Devina, aku ingat ketika kau mengalami masa hukuman dari Ayahmu karena kau yang membandel. Ya, menjalani kehidupan sepertiku merupakan hal yang tak wajar bagi keluargamu, kau dihukum tak boleh keluar rumah sendiri sepulang sekolah, kau seperti benar-benar dipenjara waktu itu. Kehidupanmu hanyalah sekolah, pulang lalu bimbel, sudah itu saja, tak ada kata main dalam kamus hidupmu dalam waktu tertentu itu. Pernah suatu ketika kau sekolah dengan pengawalan body guard sehingga aku tak berani dekat denganmu, kita hanya bisa saling lirik dan senyum tanpa bisa mengobrol seperti biasanya, aku tahu itu sungguh menyiksa bagi kita.
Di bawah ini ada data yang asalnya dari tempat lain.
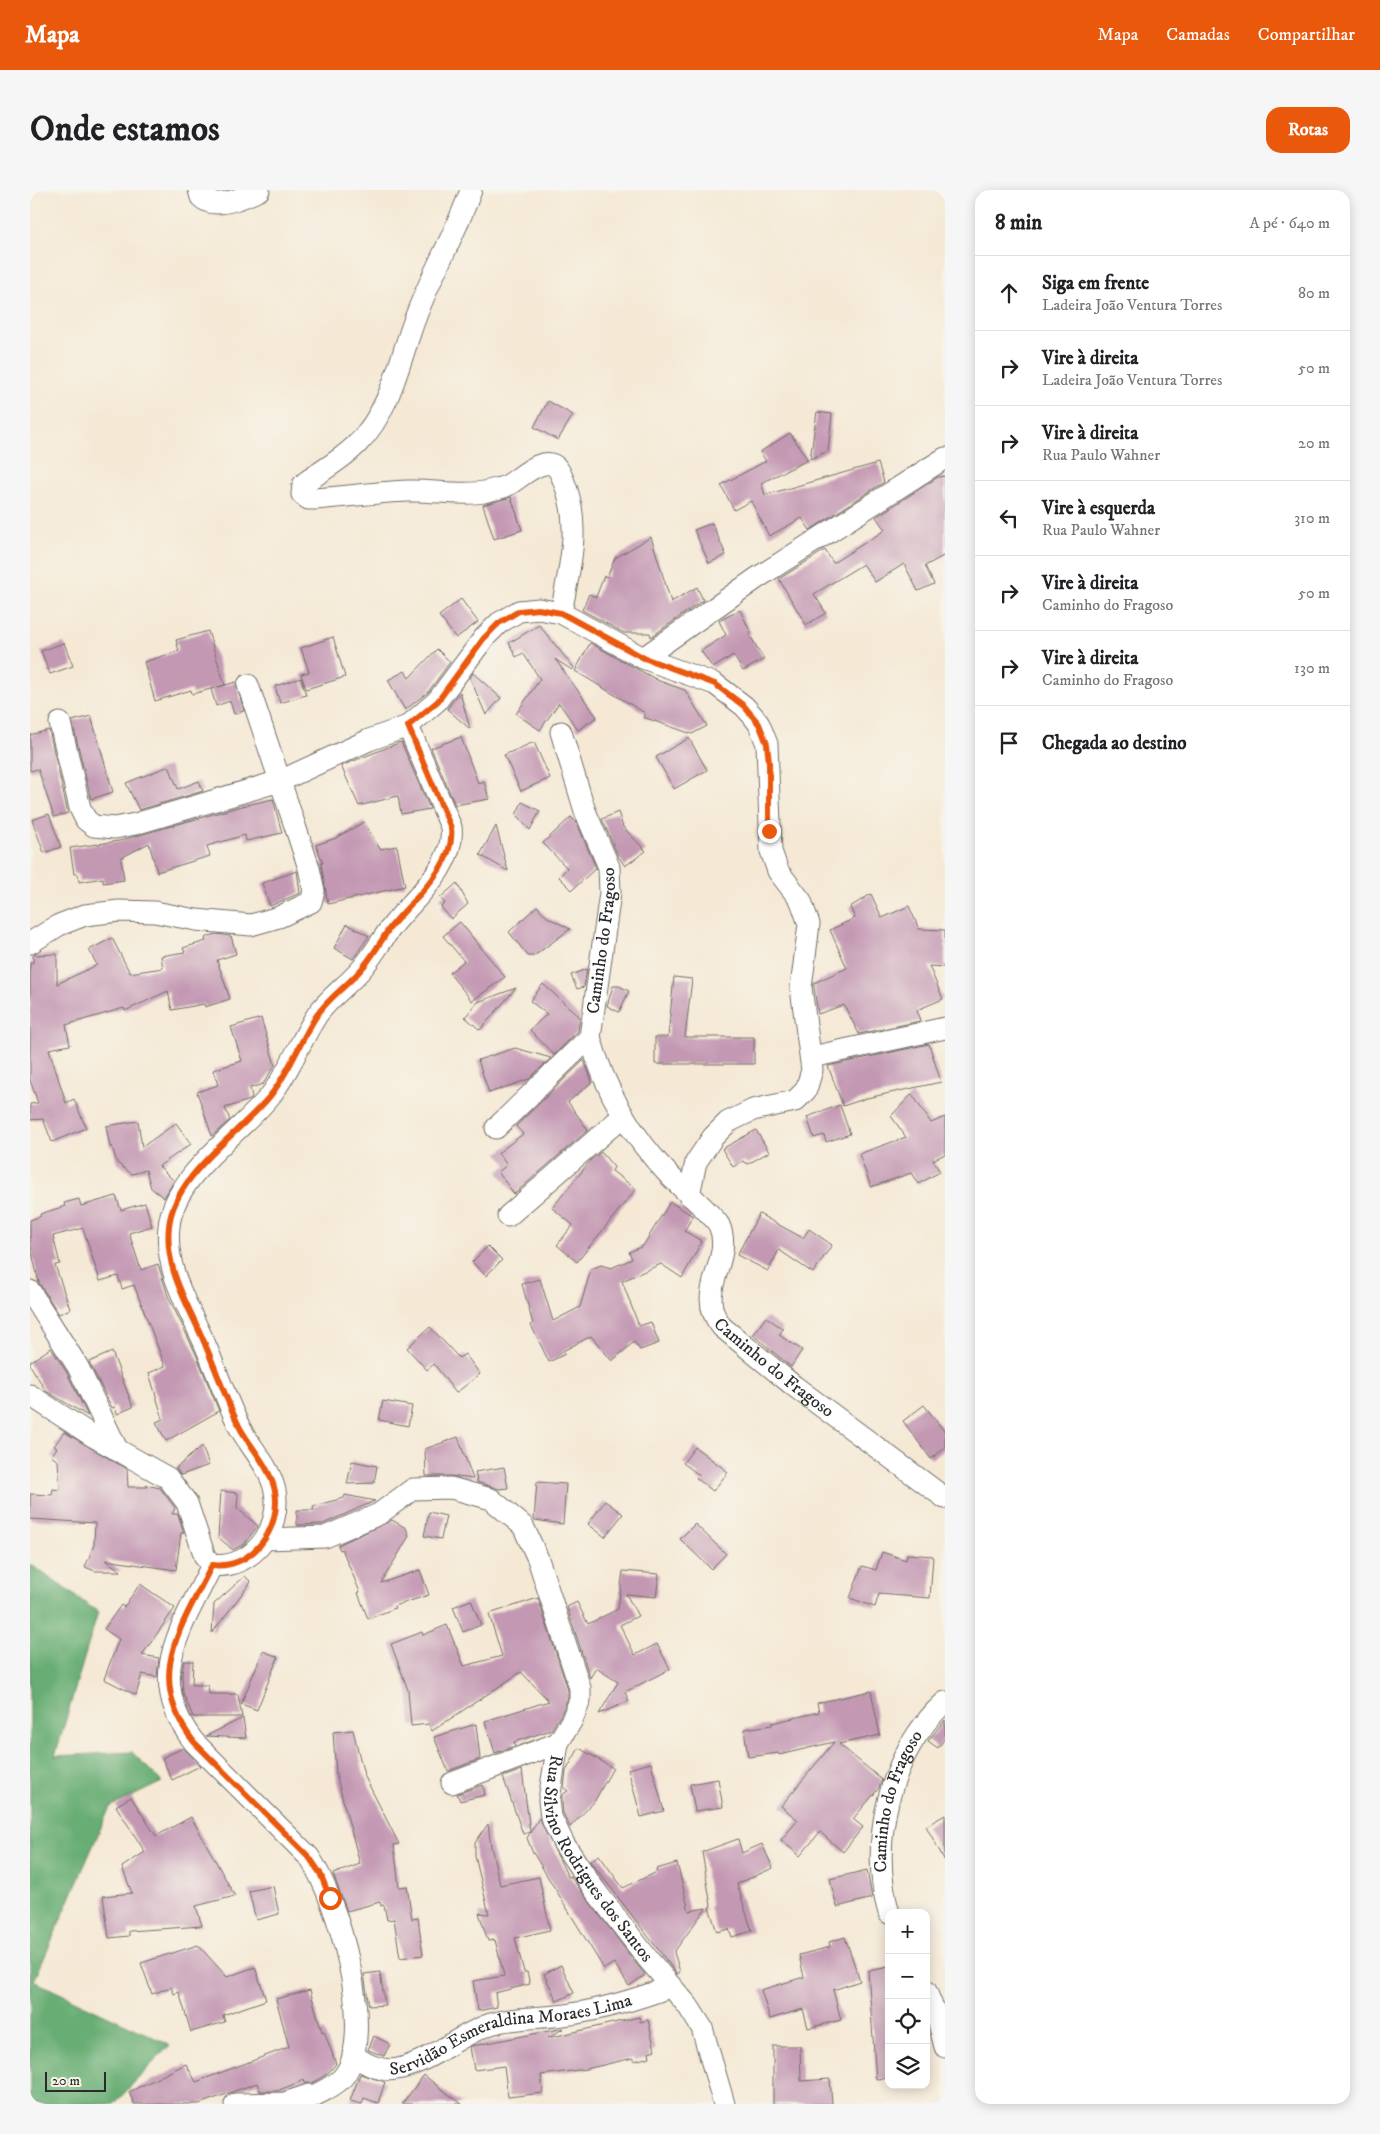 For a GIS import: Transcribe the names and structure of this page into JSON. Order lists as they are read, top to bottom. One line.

Masa hukumanmu berlangsung selama hampir dua bulan, setelah itu kau terbebas dari hukuman itu namun tetap saja kau tak sepenuhnya bebas. Kontrol terhadapmu dari orang tuamu lebih ketat sehingga kita jarang memiliki quality time, mungkin hal itulah yang merenggangkan hubungan kita menjelang kelulusan sekolah.

Meskipun begitu, momen terbaik dalam hubungan kita tercipta di malam prom nite saat kita menjadi pasangan walau kita tidak datang bersama. Mana boleh kau yang tampil dengan gaun mahal produksi Gucci itu naik motor denganku, kau datang di antar sopirmu dan kita bertemu di saat pesta dansa yang menjadikan kita pusat perhatian karena keserasian kita.

"Aku ingin kau menjadi pacarku!" kataku ketika lampu utama hanya menyorot kita yang tengah berdansa di antara teman-teman yang lain.

"Aku juga ingin kau jadi pacarku!" katamu sembari bersandar di dadaku, kukecup kepalamu kemudian. Meskipun cara kita menyatakan cinta tak romantis, tapi aku sadar bahwasanya yang utama dari cinta ialah komitmen, bukan romantisme.